Available data:
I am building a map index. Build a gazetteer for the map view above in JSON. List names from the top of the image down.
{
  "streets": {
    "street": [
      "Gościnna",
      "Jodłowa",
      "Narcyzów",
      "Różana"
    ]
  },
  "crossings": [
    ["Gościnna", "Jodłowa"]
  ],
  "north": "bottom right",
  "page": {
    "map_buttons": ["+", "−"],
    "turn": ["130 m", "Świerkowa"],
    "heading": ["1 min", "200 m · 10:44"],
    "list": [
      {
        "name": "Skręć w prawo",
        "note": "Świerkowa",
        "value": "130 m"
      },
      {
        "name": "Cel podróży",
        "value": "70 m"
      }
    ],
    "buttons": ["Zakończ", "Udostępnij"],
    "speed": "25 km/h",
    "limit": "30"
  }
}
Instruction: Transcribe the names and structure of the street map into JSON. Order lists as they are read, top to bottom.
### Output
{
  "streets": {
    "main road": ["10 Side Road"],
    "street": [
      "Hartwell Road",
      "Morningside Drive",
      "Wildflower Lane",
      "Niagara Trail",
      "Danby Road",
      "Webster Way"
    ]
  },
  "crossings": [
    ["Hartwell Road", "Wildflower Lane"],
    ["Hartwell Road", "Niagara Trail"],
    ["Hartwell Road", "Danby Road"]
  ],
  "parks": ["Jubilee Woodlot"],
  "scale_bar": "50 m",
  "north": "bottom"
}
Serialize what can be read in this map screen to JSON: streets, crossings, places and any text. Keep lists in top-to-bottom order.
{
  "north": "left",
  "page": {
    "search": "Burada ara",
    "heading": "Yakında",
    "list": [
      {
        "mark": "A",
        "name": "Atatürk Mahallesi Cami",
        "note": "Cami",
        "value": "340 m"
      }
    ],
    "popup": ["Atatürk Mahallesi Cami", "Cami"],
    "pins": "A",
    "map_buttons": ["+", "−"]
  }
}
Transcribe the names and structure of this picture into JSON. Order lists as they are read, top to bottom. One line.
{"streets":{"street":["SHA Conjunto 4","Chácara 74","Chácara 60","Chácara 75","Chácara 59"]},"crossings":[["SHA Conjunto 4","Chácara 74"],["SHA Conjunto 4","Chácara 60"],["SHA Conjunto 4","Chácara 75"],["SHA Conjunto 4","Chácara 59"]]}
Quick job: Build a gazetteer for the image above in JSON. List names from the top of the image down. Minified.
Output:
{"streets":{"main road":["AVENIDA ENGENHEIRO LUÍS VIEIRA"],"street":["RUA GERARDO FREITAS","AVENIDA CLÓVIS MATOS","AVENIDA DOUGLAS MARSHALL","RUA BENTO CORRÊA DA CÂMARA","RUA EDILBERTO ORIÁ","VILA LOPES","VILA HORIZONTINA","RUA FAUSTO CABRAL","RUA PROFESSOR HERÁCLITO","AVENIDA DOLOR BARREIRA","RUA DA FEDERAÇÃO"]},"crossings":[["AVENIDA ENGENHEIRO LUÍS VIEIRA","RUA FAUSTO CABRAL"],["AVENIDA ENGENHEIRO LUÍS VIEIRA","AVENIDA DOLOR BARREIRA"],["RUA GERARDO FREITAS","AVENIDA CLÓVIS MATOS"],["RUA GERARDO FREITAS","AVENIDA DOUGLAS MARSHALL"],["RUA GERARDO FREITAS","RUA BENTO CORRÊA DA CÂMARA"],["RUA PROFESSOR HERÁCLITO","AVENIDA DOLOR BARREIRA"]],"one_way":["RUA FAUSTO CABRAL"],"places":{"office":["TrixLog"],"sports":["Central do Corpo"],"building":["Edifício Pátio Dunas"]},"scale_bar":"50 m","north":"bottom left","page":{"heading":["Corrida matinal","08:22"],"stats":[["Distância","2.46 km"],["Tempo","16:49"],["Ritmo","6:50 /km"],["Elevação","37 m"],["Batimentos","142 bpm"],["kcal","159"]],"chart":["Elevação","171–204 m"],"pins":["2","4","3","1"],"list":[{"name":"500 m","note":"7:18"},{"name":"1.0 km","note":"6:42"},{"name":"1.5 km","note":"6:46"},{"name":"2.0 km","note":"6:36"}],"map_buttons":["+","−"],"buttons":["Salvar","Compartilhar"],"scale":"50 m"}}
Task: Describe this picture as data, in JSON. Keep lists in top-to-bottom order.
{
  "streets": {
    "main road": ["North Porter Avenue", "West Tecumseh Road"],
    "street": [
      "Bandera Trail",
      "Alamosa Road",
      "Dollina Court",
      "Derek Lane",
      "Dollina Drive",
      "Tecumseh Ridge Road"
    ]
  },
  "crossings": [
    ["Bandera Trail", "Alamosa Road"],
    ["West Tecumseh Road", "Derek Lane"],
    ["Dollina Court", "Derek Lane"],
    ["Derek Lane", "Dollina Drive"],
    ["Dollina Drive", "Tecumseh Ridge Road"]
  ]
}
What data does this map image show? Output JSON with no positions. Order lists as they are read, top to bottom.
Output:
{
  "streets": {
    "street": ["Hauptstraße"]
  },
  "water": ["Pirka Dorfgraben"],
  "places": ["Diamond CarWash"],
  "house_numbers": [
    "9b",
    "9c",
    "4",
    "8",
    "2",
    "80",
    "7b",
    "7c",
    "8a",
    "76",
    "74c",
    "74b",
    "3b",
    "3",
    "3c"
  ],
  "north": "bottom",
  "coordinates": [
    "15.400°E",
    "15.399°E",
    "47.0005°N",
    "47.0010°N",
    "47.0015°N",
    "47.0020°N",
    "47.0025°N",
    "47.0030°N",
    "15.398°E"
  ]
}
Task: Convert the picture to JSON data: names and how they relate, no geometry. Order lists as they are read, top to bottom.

What to work on:
Every line from the top of the material through the line containing "Instruction: Transcribe the" must be transcribed exactly, and no other line may appear.

Answer to the exercise:
I am building a map index. Build a gazetteer for the map view above in JSON. List names from the top of the image down.
{
  "streets": {
    "street": [
      "Gościnna",
      "Jodłowa",
      "Narcyzów",
      "Różana"
    ]
  },
  "crossings": [
    ["Gościnna", "Jodłowa"]
  ],
  "north": "bottom right",
  "page": {
    "map_buttons": ["+", "−"],
    "turn": ["130 m", "Świerkowa"],
    "heading": ["1 min", "200 m · 10:44"],
    "list": [
      {
        "name": "Skręć w prawo",
        "note": "Świerkowa",
        "value": "130 m"
      },
      {
        "name": "Cel podróży",
        "value": "70 m"
      }
    ],
    "buttons": ["Zakończ", "Udostępnij"],
    "speed": "25 km/h",
    "limit": "30"
  }
}
Instruction: Transcribe the names and structure of the street map into JSON. Order lists as they are read, top to bottom.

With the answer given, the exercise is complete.